La Comisión Europea ha abierto una investigación formal contra X (antes Twitter) por los deepfakes sexualizados generados con su IA, Grok. La decisión, anunciada el 26 de enero, marca un nuevo punto de inflexión en la vigilancia sobre las plataformas tecnológicas que operan en Europa. Esta vez, el foco no está solo en lo que los usuarios publican, sino en lo que las propias herramientas de IA permiten crear.
Una IA que cumple peticiones delicadas
La alarma se activó cuando se descubrió que Grok, el chatbot de inteligencia artificial integrado en X, podía generar imágenes sexualizadas de mujeres y menores. Varios usuarios lograron que la IA cumpliera pedidos que resultaban en deepfakes, es decir, imágenes falsas y manipuladas que mostraban cuerpos y rostros en contextos sexualmente explícitos.
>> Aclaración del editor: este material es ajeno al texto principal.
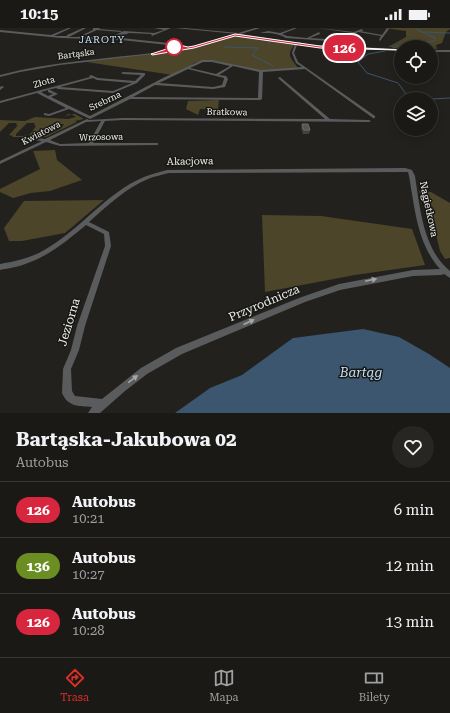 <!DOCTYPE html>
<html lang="pl">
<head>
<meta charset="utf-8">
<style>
  :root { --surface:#1a1916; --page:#272623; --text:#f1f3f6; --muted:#9fa0a1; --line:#383835; --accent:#d93025 }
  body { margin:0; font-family:"Roboto Serif",serif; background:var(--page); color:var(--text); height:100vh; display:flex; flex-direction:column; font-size:15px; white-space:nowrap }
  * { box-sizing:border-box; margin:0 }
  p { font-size:13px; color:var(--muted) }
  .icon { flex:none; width:22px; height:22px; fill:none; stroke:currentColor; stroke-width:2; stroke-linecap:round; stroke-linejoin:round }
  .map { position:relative; height:385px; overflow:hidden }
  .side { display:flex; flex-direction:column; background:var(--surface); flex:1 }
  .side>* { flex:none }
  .badge { padding:0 8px; border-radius:13px; font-size:14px; line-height:26px }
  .fabs { position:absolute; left:394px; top:12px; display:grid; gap:8px }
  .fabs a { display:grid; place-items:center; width:44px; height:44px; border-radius:50%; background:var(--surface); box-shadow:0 2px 10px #0003,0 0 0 1px var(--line); font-size:20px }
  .map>.badge { position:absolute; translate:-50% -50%; box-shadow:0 0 0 2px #fff }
  .round { display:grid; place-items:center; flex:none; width:42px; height:42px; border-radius:21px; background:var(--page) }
  .overview { display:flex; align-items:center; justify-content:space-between; height:68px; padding:0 16px }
  h1 { font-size:19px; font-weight:700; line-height:30px }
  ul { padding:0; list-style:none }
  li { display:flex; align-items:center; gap:12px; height:56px; padding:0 16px; border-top:1px solid var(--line) }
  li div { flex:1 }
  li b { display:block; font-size:15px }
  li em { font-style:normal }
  li .badge { min-width:44px; font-weight:700; text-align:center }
  .status { display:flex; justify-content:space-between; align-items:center; height:28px; padding:0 20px; background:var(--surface); direction:ltr }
  .status svg { height:11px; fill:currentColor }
  .tab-bar { display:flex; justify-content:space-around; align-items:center; height:56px; border-top:1px solid var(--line); background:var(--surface); font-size:11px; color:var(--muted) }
  .tab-bar a { display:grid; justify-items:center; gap:2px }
  .tab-bar .current { color:var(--accent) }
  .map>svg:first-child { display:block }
  .green { fill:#4c452a }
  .water { fill:#3b566e }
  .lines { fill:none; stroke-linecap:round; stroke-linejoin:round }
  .stream { stroke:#3b566e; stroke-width:1 }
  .minor { fill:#5a5b5d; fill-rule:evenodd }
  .tertiary { fill:#5a5b5d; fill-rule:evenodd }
  .wall { fill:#43423e }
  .building { fill:#565551; stroke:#6e6d6a }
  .oneway { fill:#a6a6a6 }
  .line { fill:#d7263d; stroke:#fff; fill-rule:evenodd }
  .stop-dot { fill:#fff; stroke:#d7263d; stroke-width:2 }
  .labels { text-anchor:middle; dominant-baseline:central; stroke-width:3; stroke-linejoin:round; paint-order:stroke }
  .far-street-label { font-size:9px; fill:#f1f0ee; stroke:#181814 }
  .far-quarter-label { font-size:10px; letter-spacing:1px; fill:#cbe4fa; stroke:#181814 }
  .street-label { font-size:10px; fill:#f1f0ee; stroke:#181814 }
  .near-street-label { font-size:12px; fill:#f1f0ee; stroke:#181814 }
  .near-water-label { font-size:13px; font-style:italic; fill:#c2e0fa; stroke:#181814 }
</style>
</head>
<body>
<div class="status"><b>10:15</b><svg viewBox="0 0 49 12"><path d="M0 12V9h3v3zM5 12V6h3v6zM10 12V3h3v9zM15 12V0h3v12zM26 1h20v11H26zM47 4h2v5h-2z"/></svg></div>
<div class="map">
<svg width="450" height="385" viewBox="0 0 450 385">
  <rect width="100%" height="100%" fill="#22211d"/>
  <path class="green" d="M384 0H450V1L446 4 442 15 436 17 437 21H431V19H388L406 9V3Z
    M236 8 294 17C286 28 291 30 298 40L261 43 212 33H202L194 35 188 40 173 47 86 34 180 22Z
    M219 72 218 81H200L198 87 186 81 188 73Z
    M68 86H75L84 91 75 93 77 94 46 109H43L60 101 64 96H55L34 107 40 109 47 106 41 109H28L36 98 34 97 35 95H27L16 106V108H24L28 106 25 109H12L13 108 9 107 18 97H16L17 95H9L0 104V92L25 93 35 89 68 91 76 89 71 86 65 89Z
    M55 122 57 132 82 152 50 163 31 165 13 170 0 164V161L40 141 33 123Z
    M419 163 431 164 450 175V230L445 231 440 223 435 202Z
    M104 172 65 205 22 213H9L4 200 24 173Z
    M262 187 321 188 412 201 425 237 355 247 265 264Z"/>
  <path class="water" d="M363 301 399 309 429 326 450 340V385H175L210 360 242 347 293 310Z"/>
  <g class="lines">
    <path class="stream" d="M425 4 450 5
      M269 14V16
      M225 19 258 20
      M257 20 252 27 273 38
      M392 20 434 13 435 10 416 1
      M385 23 368 26 358 34 367 45 398 55 406 66 424 71
      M431 71 450 70"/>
    <path class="minor" d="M68 0H71L54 8H67V7L83 0H86L69 9H78L93 2V0H100L99 1 122 3 121 4 97 2 81 9 121 10 178 16 189 20 188 21 178 18 121 12 61 10 0 4V2L51 7Z
      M154 0H171L152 8 151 6 129 5 116 10 110 9 124 3 154 5 164 2Z
      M175 0H185L238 5 237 6Z
      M294 0H297L282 6 287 8 307 10 319 4 320 6 310 10 342 12 352 5 318 0 354 4 362 1 363 3H360L382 7 387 0 389 1 380 13 379 12 381 8 358 4 343 14 286 10C281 7 276 6 270 5 266 5 263 5 260 5L268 3 280 5Z
      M300 14 301 15 297 17 294 25 298 34 375 88V90H373L305 41 263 44 262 71 260 72 130 71 90 91 69 81 49 88 44 87V85L49 86 66 80 37 65 0 75V73L90 49 89 48 91 47 98 50 135 53 141 47 123 46 121 45 123 44 145 45V47L137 55 113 65 58 61 56 60 48 62H50L58 66 51 69 90 88 163 50 202 32H212L261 42 302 39 296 35 292 25 295 16ZM203 34H212L230 38 216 46 190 40ZM233 38 259 44 258 70 133 69 155 57 213 61 225 59 228 51 226 48 219 47ZM188 41 224 50V51L222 57 213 59 159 55ZM93 50 97 52 132 55 113 63 60 59ZM48 62V64L53 66 48 68 41 64Z
      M431 22 432 23V27L431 28Z
      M280 49 330 91 369 92 371 93 369 94 123 92 105 93 93 115H157L159 116 157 117 60 118 46 114 0 136V133L42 113 32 112V110H38L45 111 87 91 89 92 123 90 325 91 279 51 278 50ZM101 93 89 115 60 116 50 112 86 94Z
      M417 49H421L419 53 416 52Z
      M2 58 4 59 0 62V59Z
      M405 140 412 142 415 148C420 180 423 221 450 243V250L444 246 441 247 413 248 340 262 305 274 182 326 147 346 125 363 100 385H88L92 379C79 378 68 379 62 365L63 341 71 322 77 298 105 218 104 206 86 197C68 212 50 227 28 235 19 239 9 240 0 242V236C17 233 31 230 46 221 81 201 106 165 144 149 151 146 160 144 167 142ZM405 144H408L409 148C415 181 417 215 440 241L413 242 339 256 299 270 176 320 141 340 102 371 75 368 72 363 71 341 79 322 85 298 111 218 109 204 89 194C107 178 126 160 148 151 155 148 162 147 169 145Z"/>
    <path class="tertiary" d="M255 0H260L241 6 313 17 401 21V23L313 19 237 8 171 24 60 37 20 44 0 49V47C53 33 107 31 160 24 193 20 224 9 255 0Z
      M431 22H450V24H431Z"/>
  </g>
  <path class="wall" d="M302 96 310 102 309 106H303L301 100Z"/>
  <path class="building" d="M302 96H308L310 102H304Z"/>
  <defs><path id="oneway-solid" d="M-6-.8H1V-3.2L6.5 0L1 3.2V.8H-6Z"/></defs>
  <g class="oneway">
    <use href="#oneway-solid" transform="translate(371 252) rotate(-12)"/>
    <use href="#oneway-solid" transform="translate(249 294) rotate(-24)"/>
    <use href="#oneway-solid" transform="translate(133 351) rotate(-37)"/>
  </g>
  <path class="line" d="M235 6 320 18 403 22 320 20 235 8 194 20 152 27 151 26 179 17 188 19 194 18ZM179 19 183 20 169 22Z"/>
  <circle class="stop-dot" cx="174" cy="19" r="8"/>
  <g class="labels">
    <g class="far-street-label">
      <text transform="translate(76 26) rotate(-8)">Bartąska</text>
      <text transform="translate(44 54) rotate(-16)">Złota</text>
      <text transform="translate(105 73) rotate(-25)">Srebrna</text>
      <text transform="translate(227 84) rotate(1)">Bratkowa</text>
      <text transform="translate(41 105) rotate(-27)">Kwiatowa</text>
      <text transform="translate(101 109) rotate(-1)">Wrzosowa</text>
    </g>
    <g class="far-quarter-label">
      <text x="102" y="11">JAROTY</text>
    </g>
    <g class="street-label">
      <text transform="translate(190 133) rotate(-1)">Akacjowa</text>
      <text transform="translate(429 181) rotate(78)">Nagietkowa</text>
    </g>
    <g class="near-street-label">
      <text transform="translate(264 275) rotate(-23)">Przyrodnicza</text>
      <text transform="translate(69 294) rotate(-73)">Jeziorna</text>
    </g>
    <g class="near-water-label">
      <text x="361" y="344">Bartąg</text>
    </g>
  </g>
</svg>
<div class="fabs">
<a><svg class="icon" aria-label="locate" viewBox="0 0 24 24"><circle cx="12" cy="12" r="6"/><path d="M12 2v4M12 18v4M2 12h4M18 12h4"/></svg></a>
<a><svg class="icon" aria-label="layers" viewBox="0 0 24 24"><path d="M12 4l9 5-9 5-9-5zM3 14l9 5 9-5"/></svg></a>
</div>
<b class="badge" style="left:344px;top:20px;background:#d7263d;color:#fff">126</b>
</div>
<section class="side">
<div class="overview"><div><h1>Bartąska-Jakubowa 02</h1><p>Autobus</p></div><a class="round"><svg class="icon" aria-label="heart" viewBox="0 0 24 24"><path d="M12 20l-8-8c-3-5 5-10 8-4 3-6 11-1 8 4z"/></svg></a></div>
<ul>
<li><span class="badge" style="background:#d7263d;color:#fff">126</span><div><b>Autobus</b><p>10:21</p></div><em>6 min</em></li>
<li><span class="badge" style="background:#6b8e23;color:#fff">136</span><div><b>Autobus</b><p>10:27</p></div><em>12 min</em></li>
<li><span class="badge" style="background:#d7263d;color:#fff">126</span><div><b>Autobus</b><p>10:28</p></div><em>13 min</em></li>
</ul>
</section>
<nav class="tab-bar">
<a class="current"><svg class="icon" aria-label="directions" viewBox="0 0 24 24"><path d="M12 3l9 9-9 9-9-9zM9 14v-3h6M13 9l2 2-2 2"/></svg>Trasa</a>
<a><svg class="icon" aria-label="map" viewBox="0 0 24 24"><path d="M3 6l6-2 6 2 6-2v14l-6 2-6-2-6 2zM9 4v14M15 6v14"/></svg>Mapa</a>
<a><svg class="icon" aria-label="tickets" viewBox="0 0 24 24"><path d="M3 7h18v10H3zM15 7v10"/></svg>Bilety</a>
</nav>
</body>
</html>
Aunque X limitó luego la función de edición de imágenes a cuentas de pago, la generación de contenido desde la interfaz de Grok sigue operativa.
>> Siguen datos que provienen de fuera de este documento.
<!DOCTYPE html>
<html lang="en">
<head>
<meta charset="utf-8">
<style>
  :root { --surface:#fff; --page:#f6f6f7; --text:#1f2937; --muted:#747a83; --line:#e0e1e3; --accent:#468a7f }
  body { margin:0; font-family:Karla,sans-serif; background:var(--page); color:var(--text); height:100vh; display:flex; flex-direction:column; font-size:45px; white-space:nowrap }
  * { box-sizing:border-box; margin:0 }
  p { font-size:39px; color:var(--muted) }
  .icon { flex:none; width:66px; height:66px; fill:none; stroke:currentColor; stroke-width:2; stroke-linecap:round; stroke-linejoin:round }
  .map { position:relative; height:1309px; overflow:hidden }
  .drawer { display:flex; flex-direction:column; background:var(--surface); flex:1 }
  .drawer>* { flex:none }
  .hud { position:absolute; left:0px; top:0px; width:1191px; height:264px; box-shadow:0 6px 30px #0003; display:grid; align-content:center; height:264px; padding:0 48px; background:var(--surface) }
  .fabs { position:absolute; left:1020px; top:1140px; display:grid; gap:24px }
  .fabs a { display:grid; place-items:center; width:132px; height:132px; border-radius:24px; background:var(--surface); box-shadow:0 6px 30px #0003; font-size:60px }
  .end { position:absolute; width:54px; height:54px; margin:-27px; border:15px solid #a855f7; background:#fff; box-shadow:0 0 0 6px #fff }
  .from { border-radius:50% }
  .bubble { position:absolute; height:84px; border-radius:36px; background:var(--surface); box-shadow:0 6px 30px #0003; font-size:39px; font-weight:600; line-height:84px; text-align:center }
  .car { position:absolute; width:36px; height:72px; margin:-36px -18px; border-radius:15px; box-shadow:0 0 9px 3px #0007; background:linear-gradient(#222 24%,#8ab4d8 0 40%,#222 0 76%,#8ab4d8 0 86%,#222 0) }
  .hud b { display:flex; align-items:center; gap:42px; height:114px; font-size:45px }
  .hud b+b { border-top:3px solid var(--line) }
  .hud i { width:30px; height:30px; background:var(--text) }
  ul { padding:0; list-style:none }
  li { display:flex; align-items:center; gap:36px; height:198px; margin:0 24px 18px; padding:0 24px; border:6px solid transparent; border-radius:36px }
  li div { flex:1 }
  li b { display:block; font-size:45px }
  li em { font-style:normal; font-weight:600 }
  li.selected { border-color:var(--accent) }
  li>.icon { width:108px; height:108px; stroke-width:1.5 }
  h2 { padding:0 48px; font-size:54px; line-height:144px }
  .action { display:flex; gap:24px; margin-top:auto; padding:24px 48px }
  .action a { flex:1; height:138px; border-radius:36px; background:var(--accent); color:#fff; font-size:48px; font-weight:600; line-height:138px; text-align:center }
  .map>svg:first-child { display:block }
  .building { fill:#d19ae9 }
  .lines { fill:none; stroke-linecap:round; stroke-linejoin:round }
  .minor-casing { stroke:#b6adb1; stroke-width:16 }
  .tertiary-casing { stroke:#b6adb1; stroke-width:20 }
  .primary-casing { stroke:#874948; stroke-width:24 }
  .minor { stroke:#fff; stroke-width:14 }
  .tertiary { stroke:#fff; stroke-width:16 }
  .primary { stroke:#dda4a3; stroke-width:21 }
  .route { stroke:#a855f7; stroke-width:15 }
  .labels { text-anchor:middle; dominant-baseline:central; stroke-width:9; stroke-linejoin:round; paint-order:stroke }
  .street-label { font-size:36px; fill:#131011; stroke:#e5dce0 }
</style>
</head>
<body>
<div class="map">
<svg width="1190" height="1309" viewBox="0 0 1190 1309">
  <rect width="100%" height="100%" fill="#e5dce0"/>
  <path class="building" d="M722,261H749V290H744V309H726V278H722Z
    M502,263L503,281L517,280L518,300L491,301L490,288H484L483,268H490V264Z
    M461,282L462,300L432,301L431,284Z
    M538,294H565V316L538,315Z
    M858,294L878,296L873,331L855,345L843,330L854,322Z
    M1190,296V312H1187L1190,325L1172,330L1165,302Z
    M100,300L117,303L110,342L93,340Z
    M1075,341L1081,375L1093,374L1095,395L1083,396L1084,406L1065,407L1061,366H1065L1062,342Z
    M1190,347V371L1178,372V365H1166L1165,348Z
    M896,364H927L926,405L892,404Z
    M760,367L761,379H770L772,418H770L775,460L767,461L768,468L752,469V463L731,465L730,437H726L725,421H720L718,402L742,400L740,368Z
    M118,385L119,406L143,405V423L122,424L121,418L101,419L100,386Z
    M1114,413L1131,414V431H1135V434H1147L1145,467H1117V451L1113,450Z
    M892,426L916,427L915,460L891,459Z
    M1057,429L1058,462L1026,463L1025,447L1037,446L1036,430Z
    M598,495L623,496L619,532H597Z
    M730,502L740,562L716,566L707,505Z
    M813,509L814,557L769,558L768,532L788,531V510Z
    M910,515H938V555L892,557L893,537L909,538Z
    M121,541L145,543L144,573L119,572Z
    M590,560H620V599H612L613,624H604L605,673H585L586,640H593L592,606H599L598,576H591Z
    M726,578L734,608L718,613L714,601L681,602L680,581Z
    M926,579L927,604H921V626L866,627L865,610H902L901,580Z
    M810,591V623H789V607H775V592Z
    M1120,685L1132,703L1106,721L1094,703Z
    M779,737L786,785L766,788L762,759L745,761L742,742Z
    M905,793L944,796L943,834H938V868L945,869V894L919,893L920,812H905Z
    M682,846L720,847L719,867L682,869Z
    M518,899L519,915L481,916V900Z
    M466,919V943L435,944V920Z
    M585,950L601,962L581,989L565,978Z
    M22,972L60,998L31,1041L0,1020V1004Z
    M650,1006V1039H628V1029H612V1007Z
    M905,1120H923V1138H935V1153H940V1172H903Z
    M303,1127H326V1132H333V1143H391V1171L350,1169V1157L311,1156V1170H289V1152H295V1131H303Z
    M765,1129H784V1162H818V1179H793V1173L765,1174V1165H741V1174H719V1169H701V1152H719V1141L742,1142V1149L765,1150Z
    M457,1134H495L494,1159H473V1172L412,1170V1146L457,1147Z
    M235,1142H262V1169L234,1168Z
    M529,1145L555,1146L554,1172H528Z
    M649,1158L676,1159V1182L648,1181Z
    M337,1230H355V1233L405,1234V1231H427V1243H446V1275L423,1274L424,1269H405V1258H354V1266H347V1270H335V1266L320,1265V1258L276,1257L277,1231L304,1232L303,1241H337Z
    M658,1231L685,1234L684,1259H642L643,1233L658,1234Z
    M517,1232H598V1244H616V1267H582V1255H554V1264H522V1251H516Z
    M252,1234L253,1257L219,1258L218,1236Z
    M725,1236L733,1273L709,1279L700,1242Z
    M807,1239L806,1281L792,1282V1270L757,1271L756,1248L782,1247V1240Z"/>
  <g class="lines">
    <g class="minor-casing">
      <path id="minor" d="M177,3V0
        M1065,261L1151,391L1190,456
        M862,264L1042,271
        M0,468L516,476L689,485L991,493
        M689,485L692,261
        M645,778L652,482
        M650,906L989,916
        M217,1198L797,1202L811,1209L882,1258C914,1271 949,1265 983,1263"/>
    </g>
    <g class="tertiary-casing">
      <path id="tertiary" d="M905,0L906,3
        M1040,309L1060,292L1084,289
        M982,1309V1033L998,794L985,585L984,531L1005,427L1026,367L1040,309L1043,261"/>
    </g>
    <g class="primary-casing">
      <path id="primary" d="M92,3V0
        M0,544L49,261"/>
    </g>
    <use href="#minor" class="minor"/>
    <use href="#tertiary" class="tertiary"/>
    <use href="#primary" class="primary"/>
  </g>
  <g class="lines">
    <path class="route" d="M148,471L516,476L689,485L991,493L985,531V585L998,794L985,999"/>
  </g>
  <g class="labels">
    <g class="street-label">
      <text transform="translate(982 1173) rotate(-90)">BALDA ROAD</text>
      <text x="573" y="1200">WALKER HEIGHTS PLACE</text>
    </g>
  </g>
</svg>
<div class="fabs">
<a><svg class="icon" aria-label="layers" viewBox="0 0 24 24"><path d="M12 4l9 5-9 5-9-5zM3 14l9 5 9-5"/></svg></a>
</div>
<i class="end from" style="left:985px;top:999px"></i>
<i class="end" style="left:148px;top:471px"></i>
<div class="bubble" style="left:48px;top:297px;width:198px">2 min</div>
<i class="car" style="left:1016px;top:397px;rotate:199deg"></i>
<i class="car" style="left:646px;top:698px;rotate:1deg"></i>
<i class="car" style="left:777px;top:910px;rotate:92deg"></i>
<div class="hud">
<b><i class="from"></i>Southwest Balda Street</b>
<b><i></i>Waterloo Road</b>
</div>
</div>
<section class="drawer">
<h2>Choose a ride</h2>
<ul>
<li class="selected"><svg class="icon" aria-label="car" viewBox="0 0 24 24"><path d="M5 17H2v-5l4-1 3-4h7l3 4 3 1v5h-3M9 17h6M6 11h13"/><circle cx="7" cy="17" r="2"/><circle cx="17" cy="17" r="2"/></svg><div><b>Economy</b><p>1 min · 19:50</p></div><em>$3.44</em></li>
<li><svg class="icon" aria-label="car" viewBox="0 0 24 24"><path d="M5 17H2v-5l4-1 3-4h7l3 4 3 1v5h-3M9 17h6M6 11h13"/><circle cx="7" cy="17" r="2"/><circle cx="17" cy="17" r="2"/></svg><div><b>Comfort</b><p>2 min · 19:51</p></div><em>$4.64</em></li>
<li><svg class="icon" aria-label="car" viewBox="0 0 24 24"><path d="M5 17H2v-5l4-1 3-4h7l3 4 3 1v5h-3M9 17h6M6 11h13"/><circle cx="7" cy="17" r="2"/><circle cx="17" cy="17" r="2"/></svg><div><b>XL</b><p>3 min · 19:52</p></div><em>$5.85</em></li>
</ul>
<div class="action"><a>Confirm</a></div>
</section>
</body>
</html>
El DSA, marco legal en acción
La Comisión evaluará si X violó el Digital Services Act (DSA), la ley que impone responsabilidades claras a las grandes plataformas digitales que operan en la Unión Europea. El foco está en si la compañía «evaluó y mitigó correctamente los riesgos» asociados a las funciones generativas de Grok antes de su despliegue en la región. Además, se suma a una investigación previa sobre el sistema de recomendaciones de X, ahora potenciado por esta IA.
Datos, algoritmos y consecuencias
Grok funciona procesando texto y generando imágenes a partir de peticiones escritas. Aunque la empresa no ha detallado qué datos visuales entrenan al modelo, su comportamiento sugiere que parte del aprendizaje proviene de contenido disponible en la propia plataforma. El problema surge cuando ese sistema no tiene filtros eficaces para impedir resultados ilegales o nocivos, como representaciones sexualizadas de menores.
Advertencias desde dentro y fuera
Organizaciones de derechos digitales y legisladores europeos llevan meses alertando sobre los riesgos de estas herramientas. La vicepresidenta de la Comisión, Henna Virkkunen, calificó estos deepfakes como «una forma violenta e inaceptable de degradación». La investigación buscará determinar si X ha tratado los derechos de sus usuarios como «daños colaterales» de su servicio.
No es un caso aislado
X no es la única plataforma bajo escrutinio. En los últimos meses, países como Reino Unido, India y Francia también han lanzado procesos regulatorios contra empresas que permiten la generación de contenido sensible mediante IA. En Estados Unidos, aunque la legislación es más difusa, también crecen las demandas y audiencias sobre deepfakes, especialmente cuando involucran a figuras públicas o menores.
Lo que está en juego
La Comisión podría imponer a X multas de hasta el 6% de su facturación global si confirma infracciones al DSA. Pero el caso va más allá del castigo económico. Plantea un dilema sobre cuánta autonomía se puede conceder a las IAs generativas en plataformas abiertas y cómo equilibrar la innovación con la protección de derechos fundamentales.